Hi all,
we are currently having lots of discussions on (non-)blocking I/O. I'd like to put these thoughts out there for that discussion, because there seems to be a misunderstanding in terms.
Blocking never goes away, it is just reduced to other orders of magnitude. Types of "blocking":
- blocking or non-blocking pipes: will writing to a file or socket stop the program until the pipe is ready for writing? (basic "OS level" I/O)
- synchronous or asynchronous event handling: will the program stop until a remote side has responded, or can the program handle other events in the meantime? (one job queue, one worker == osmo_select_main())
- sequential or parallelized event handling: can events be handled concurrently, or just one after the other? (one or more job queues, more than one worker)

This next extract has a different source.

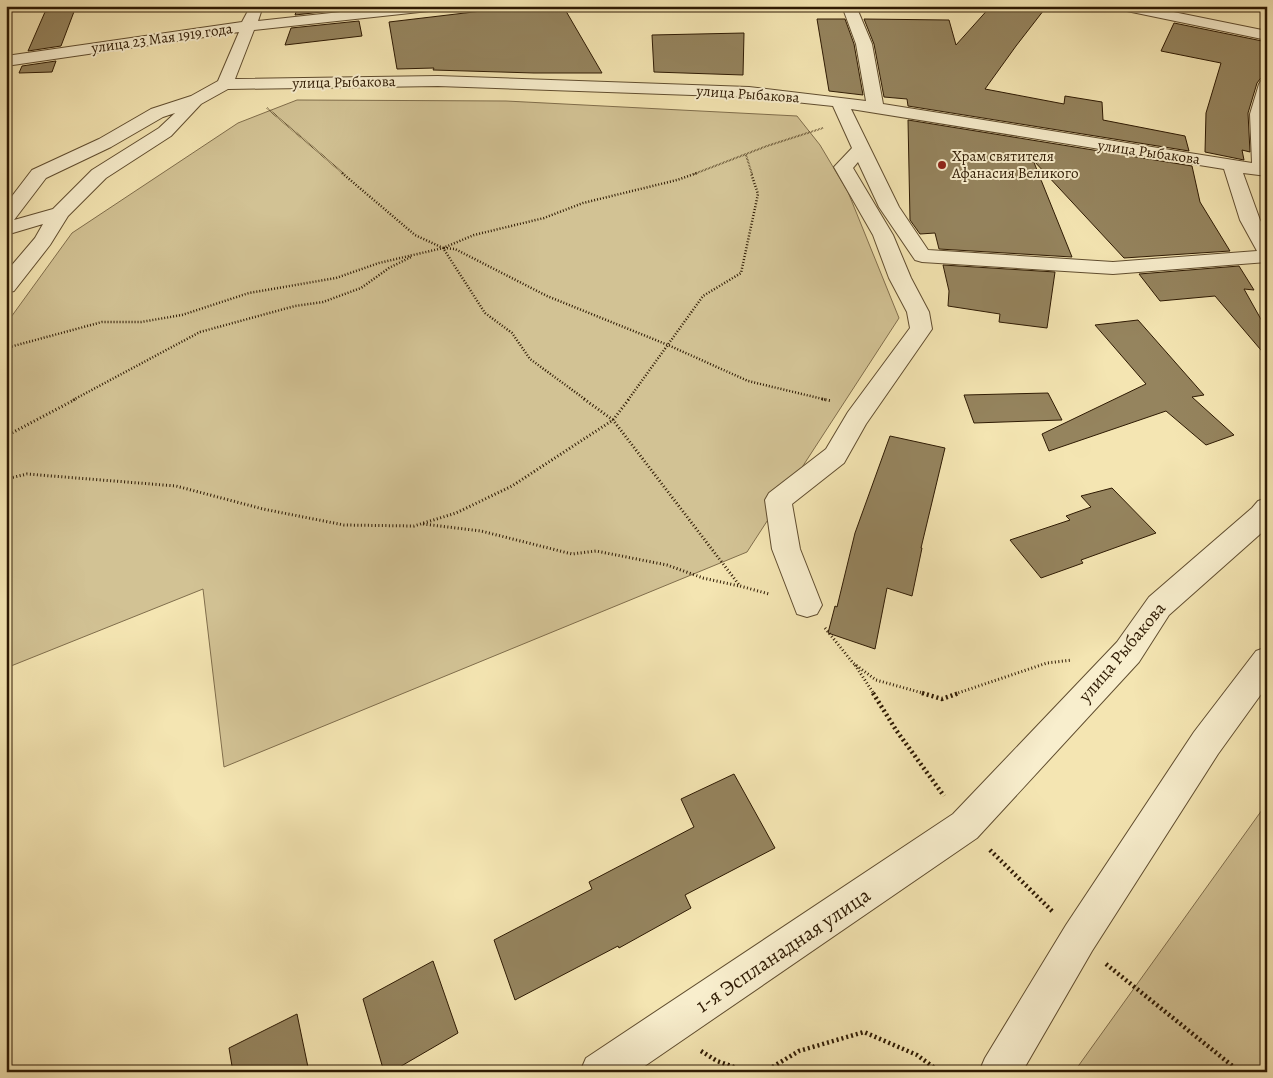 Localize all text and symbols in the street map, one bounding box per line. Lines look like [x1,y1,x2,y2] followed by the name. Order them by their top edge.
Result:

- concurrent access of resources: a given resource is not thread-safe, hence one thread needs to wait for the other to release a resource lock. (This is always present, the aim is to hit a sweet spot of least locking.)
In osmo programs I have worked on, we do the first two, but not the other two. Asynchronous event handling is the bare minimum for a server program to be functional. Non-blocking pipes is a common addition that is easy to do.
From then on we enter the world of parallelization, and things get very complex very quickly. It is possible to cause more blocking than before. It is possible to significantly increase the load, instead of improving.
I am familiar with parallelized non-blocking event handling and I/O, from realtime audio+video+control hacking. We do not use any of these techniques in osmo programs I have worked on -- for good reasons, I thought.
The spectrum, from most blocking to most non-blocking: - single-threaded, single queue with async defer; - task queue with multiple worker threads; - scheduling based on fairness or urgency; - map/reduce across a cloud, in a functional language.
We're almost all the way to the blocking end of the parallelization spectrum. So far I thought that this was a conscious choice. Async-but-blocking is low complexity, with large benefits in maintainability and stability.
Example:
If we have pending, say, 10 incoming packets on three different links, we handle each packet one by one when it is its turn. If one subscriber's incoming measurement report triggers longish handover calculations, any events like an MGCP ACK or SCCP CC for some other subscribers will have to wait in line, even though they might take a thousand fold less time to complete.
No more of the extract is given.